INFORMATION SUPPLIED ->
= = = = =
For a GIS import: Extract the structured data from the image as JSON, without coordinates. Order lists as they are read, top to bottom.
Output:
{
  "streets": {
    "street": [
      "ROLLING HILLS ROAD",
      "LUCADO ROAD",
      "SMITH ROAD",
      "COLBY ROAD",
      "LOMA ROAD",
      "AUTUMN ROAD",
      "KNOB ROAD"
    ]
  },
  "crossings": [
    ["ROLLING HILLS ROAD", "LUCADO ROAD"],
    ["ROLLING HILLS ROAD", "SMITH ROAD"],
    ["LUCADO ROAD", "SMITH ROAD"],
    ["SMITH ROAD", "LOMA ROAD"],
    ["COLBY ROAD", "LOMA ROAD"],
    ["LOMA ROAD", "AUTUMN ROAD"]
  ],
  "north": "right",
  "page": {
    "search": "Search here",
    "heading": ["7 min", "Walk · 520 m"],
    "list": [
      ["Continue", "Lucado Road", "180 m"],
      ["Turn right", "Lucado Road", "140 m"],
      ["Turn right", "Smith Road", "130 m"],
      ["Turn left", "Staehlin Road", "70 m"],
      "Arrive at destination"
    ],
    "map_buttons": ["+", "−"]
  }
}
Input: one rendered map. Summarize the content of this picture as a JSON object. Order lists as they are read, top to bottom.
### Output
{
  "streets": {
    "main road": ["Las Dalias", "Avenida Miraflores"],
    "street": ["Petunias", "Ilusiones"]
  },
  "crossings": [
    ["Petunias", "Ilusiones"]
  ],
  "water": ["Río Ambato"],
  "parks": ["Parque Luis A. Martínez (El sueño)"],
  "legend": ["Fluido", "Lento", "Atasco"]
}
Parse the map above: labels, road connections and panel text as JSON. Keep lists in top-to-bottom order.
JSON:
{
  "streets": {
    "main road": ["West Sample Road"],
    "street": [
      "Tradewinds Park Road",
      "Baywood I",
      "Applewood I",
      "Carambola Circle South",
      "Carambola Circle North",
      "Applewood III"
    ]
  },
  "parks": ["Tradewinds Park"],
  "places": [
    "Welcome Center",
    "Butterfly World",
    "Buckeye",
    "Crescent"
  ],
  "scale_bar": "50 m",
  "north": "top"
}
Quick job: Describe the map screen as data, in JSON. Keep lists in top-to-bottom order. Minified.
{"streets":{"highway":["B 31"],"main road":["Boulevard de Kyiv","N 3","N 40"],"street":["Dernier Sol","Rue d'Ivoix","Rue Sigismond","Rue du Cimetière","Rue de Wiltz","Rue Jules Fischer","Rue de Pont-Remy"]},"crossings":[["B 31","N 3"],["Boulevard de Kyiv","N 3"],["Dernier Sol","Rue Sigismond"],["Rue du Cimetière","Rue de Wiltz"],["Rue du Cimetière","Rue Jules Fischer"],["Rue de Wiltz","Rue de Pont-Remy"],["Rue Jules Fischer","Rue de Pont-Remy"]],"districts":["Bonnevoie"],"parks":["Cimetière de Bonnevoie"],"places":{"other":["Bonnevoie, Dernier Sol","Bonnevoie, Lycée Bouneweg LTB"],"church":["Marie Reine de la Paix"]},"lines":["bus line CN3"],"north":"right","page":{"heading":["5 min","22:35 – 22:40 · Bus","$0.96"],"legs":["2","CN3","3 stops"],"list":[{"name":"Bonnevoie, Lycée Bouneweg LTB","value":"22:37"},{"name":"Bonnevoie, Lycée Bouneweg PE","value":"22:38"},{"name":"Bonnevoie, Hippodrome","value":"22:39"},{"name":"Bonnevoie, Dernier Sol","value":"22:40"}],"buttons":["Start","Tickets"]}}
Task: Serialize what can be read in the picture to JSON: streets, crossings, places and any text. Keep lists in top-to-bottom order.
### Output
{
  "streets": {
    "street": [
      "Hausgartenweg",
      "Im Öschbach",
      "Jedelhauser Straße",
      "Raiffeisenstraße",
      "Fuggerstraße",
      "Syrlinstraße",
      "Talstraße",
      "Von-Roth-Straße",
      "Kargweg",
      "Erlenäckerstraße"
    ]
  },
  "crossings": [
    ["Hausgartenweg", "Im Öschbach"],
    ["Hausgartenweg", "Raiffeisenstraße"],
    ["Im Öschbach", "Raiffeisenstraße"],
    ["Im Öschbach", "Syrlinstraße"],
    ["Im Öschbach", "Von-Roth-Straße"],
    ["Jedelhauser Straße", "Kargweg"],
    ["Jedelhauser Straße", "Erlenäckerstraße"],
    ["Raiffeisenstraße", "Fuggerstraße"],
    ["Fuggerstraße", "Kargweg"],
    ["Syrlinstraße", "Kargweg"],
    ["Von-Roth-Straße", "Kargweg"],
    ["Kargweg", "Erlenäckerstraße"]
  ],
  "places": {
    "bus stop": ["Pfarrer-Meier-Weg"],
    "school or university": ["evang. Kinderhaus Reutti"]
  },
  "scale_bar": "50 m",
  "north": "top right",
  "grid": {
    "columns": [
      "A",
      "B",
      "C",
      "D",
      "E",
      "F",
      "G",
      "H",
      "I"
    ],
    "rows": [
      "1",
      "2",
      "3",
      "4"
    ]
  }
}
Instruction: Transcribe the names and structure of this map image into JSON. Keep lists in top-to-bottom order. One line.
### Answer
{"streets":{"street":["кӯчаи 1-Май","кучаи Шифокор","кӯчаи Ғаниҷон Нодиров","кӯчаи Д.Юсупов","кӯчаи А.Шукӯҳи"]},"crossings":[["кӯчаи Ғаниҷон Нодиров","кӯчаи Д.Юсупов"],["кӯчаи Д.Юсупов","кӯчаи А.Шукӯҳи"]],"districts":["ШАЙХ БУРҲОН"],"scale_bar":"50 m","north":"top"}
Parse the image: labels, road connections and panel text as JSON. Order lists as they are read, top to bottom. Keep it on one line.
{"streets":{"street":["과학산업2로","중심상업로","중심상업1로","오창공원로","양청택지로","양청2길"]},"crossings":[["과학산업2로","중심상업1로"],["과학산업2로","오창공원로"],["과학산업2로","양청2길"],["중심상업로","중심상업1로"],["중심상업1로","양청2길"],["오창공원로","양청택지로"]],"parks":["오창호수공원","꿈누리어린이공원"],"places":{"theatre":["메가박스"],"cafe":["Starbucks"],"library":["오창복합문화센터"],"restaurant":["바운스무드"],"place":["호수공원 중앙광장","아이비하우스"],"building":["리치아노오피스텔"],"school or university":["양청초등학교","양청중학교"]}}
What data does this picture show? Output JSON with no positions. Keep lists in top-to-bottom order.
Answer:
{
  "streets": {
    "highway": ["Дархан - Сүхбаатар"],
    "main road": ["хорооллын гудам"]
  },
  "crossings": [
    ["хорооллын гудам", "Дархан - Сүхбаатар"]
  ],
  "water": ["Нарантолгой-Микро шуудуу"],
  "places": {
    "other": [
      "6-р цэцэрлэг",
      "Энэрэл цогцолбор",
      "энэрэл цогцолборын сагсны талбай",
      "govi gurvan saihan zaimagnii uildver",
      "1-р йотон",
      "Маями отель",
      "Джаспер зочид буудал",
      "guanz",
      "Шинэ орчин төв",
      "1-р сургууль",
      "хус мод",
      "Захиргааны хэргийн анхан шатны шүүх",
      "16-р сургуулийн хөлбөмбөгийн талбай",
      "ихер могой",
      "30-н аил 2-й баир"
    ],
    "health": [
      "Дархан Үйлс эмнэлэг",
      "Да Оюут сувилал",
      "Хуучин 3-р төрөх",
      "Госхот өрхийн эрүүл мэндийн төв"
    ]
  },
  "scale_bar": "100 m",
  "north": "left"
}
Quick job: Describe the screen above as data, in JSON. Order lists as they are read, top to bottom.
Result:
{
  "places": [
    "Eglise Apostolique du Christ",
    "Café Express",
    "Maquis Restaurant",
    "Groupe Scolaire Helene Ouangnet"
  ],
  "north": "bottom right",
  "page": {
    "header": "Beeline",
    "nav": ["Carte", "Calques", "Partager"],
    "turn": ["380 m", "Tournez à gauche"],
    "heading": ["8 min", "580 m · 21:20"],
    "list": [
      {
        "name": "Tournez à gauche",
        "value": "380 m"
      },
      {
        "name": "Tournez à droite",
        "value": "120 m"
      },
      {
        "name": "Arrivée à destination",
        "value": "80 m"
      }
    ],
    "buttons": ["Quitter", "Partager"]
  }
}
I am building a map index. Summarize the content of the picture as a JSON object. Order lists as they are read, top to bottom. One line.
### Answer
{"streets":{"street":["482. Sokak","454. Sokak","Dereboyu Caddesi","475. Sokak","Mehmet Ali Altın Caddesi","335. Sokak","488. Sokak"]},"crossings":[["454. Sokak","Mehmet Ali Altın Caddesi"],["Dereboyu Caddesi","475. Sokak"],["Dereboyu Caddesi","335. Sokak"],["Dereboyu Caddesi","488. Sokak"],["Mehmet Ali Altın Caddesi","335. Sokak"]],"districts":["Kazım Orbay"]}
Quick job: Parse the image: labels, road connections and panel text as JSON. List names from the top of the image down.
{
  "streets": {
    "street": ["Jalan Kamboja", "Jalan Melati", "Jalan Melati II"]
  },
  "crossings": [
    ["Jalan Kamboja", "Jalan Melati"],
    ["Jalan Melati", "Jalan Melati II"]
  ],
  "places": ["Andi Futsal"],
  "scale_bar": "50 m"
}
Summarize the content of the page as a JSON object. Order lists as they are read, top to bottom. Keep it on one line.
= = = = =
REQUIRED WORK ->
Only the lines from the first line of the records through the line containing "Parse the map" should be repeated, exactly as they appear.

ANSWER TO THIS TASK ->
For a GIS import: Extract the structured data from the image as JSON, without coordinates. Order lists as they are read, top to bottom.
Output:
{
  "streets": {
    "street": [
      "ROLLING HILLS ROAD",
      "LUCADO ROAD",
      "SMITH ROAD",
      "COLBY ROAD",
      "LOMA ROAD",
      "AUTUMN ROAD",
      "KNOB ROAD"
    ]
  },
  "crossings": [
    ["ROLLING HILLS ROAD", "LUCADO ROAD"],
    ["ROLLING HILLS ROAD", "SMITH ROAD"],
    ["LUCADO ROAD", "SMITH ROAD"],
    ["SMITH ROAD", "LOMA ROAD"],
    ["COLBY ROAD", "LOMA ROAD"],
    ["LOMA ROAD", "AUTUMN ROAD"]
  ],
  "north": "right",
  "page": {
    "search": "Search here",
    "heading": ["7 min", "Walk · 520 m"],
    "list": [
      ["Continue", "Lucado Road", "180 m"],
      ["Turn right", "Lucado Road", "140 m"],
      ["Turn right", "Smith Road", "130 m"],
      ["Turn left", "Staehlin Road", "70 m"],
      "Arrive at destination"
    ],
    "map_buttons": ["+", "−"]
  }
}
Input: one rendered map. Summarize the content of this picture as a JSON object. Order lists as they are read, top to bottom.
### Output
{
  "streets": {
    "main road": ["Las Dalias", "Avenida Miraflores"],
    "street": ["Petunias", "Ilusiones"]
  },
  "crossings": [
    ["Petunias", "Ilusiones"]
  ],
  "water": ["Río Ambato"],
  "parks": ["Parque Luis A. Martínez (El sueño)"],
  "legend": ["Fluido", "Lento", "Atasco"]
}
Parse the map above: labels, road connections and panel text as JSON. Keep lists in top-to-bottom order.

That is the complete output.